Schopenhauer has an opinion on theatre, as on almost everything else. From his The Art of Controversy (aka "The Art of Being Right"):
A drama or a novel may often attract us by its interest, and yet be so utterly deficient in any kind of beauty that we are afterwards ashamed of having wasted our time on it. This applies to many a drama which gives no true picture of the real life of man; which contains characters very superficially drawn, or so distorted as to be actual monstrosities, such as are not to be found in nature; but the course of events and the play of the action are so intricate, and we feel so much for the hero in the situation in which he is placed, that we are not content until we see the knot untangled and the hero rescued. The action is so cleverly governed and guided in its course that we remain in a state of constant curiosity as to what is going to happen, and we are utterly unable to form a guess; so that between eagerness and surprise our interest is kept active; and as we are pleasantly entertained, we do not notice the lapse of time.
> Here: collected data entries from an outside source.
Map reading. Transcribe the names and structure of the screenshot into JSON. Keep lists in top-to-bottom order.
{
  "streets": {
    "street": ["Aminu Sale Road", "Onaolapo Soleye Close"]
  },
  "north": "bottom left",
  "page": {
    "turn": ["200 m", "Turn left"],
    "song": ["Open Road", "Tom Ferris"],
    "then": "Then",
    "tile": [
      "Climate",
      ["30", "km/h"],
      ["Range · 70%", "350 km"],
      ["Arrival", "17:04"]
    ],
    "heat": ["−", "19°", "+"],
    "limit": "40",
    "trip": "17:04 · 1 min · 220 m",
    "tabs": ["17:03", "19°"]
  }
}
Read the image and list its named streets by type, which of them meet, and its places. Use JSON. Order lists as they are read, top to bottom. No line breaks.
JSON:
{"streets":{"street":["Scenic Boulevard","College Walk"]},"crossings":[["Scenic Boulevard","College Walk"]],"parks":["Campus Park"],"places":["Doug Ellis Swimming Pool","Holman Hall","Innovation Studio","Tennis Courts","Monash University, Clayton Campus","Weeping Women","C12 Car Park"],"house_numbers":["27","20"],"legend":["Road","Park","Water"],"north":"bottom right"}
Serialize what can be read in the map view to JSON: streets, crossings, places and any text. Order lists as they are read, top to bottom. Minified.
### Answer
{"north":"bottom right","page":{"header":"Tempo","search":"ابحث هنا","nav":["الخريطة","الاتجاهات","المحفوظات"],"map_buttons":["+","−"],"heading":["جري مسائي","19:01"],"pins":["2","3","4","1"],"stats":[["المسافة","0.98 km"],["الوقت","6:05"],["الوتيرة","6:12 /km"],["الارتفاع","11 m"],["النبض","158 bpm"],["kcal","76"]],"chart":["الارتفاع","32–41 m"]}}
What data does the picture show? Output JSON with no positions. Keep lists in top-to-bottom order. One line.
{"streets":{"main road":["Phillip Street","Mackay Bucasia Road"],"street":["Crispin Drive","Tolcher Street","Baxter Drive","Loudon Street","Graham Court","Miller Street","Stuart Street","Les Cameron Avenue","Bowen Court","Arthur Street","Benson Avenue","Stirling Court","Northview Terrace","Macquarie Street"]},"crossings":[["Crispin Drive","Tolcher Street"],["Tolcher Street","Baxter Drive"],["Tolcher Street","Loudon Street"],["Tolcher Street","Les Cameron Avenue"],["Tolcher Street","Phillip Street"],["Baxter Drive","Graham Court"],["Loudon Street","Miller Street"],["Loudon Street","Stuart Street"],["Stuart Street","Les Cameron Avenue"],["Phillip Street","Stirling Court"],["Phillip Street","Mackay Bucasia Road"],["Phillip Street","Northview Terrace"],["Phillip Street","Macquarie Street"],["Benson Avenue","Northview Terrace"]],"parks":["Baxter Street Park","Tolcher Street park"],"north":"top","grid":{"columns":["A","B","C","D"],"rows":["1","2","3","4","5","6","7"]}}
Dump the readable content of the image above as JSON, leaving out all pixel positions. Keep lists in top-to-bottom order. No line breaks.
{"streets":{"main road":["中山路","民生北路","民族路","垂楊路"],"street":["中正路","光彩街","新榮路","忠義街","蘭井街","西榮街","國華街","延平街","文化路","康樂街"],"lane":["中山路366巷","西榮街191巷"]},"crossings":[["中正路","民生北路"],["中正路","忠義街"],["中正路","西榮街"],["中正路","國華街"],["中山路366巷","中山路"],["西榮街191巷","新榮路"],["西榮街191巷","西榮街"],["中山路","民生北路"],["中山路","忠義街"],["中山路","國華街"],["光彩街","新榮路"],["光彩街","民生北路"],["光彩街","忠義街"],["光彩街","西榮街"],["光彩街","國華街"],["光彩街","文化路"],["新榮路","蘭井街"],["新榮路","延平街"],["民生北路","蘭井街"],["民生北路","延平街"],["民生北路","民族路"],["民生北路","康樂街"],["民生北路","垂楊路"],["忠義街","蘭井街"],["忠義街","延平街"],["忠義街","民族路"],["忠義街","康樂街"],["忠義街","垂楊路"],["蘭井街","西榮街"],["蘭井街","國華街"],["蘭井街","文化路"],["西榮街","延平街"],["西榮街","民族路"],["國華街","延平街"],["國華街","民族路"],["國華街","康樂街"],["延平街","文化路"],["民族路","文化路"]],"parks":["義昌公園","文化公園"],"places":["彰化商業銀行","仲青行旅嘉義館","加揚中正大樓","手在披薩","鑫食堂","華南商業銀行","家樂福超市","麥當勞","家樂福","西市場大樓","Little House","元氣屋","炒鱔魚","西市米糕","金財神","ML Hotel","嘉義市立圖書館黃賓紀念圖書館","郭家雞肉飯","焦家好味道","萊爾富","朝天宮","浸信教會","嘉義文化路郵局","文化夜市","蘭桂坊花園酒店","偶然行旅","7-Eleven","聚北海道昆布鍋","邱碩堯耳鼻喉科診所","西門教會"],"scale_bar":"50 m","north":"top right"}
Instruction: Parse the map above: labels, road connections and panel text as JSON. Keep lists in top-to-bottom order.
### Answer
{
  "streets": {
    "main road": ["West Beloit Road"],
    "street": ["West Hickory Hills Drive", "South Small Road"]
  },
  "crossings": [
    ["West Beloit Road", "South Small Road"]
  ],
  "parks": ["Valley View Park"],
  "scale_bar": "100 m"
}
Most of Kotzebue’s plays are of this character. For the mob this is the right thing: it looks for amusement, something to pass the time, not for intellectual perception. Beauty is an affair of such perception; hence sensibility to beauty varies as much as the intellectual faculties themselves. For the inner truth of a representation, and its correspondence with the real nature of humanity, the mob has no sense at all. What is flat and superficial it can grasp, but the depths of human nature are opened to it in vain.

It is also to be observed that dramatic representations which depend for their value on their interest lose by repetition, because they are no longer able to arouse curiosity as to their course, since it is already known. To see them often, makes them stale and tedious. On the other hand, works of which the value lies in their beauty gain by repetition, as they are then more and more understood.


You can hear the entire book online at Librivox - awesome!

Also available - A few parables by Arthur Schopenhauer.

The reader, Andrew MacBeth, pronounces the name "SHOP-en-how-er" rather than SHOW-pen-how-er."

Three of the parables:
Two Chinamen traveling in Europe went to the theatre for the first time. One of them did nothing but study the machinery, and he succeeded in finding out how it was worked. The other tried to get at the meaning of the piece in spite of his ignorance of the language. Here you have the Astronomer and the Philosopher.


Once, as I was botanizing under an oak, I found amongst a number of other plants of similar height one that was dark in color, with tightly closed leaves and a stalk that was very straight and stiff. When I touched it, it said to me in firm tones: "Let me alone; I am not for your collection, like these plants to which Nature has given only a single year of life. I am a little oak."

So it is with a man whose influence is to last for hundreds of years. As a child, as a youth, often even as a full-grown man, nay, his whole life long, he goes about among his fellows, looking like them and seemingly as unimportant. But let him alone; he will not die. Time will come and bring those who know how to value him.


A number of porcupines huddled together for warmth on a cold day in winter; but, as they began to prick one another with their quills, they were obliged to disperse. However the cold drove them together again, when just the same thing happened. At last, after many turns of huddling and dispersing, they discovered that they would be best off by remaining at a little distance from one another. In the same way the need of society drives the human porcupines together, only to be mutually repelled by the many prickly and disagreeable qualities of their nature. The moderate distance which they at last discover to be the only tolerable condition of intercourse, is the code of politeness and fine manners; and those who transgress it are roughly told--in the English phrase--_to keep their distance_. By this arrangement the mutual need of warmth is only very moderately satisfied; but then people do not get pricked. A man who has some heat in himself prefers to remain outside, where he will neither prick other people nor get pricked himself.


It should be noted that Schopenhauer never lived with anybody throughout his entire adult life except for a series of poodles he named Atma - World Soul.

Also available - aphorisms:

How difficult it is to learn to understand oneself, and clearly to recognise what it is that one wants before anything else; what it is, therefore, that is most immediately necessary to our happiness; then what comes next; and what takes the third and the fourth place, and so on.

Yet, without this knowledge, our life is planless, like a captain without a compass.


If we were not all of us exaggeratedly interested in ourselves, life would be so uninteresting that no one could endure it.


A man is wise only on condition of living in a world full of fools.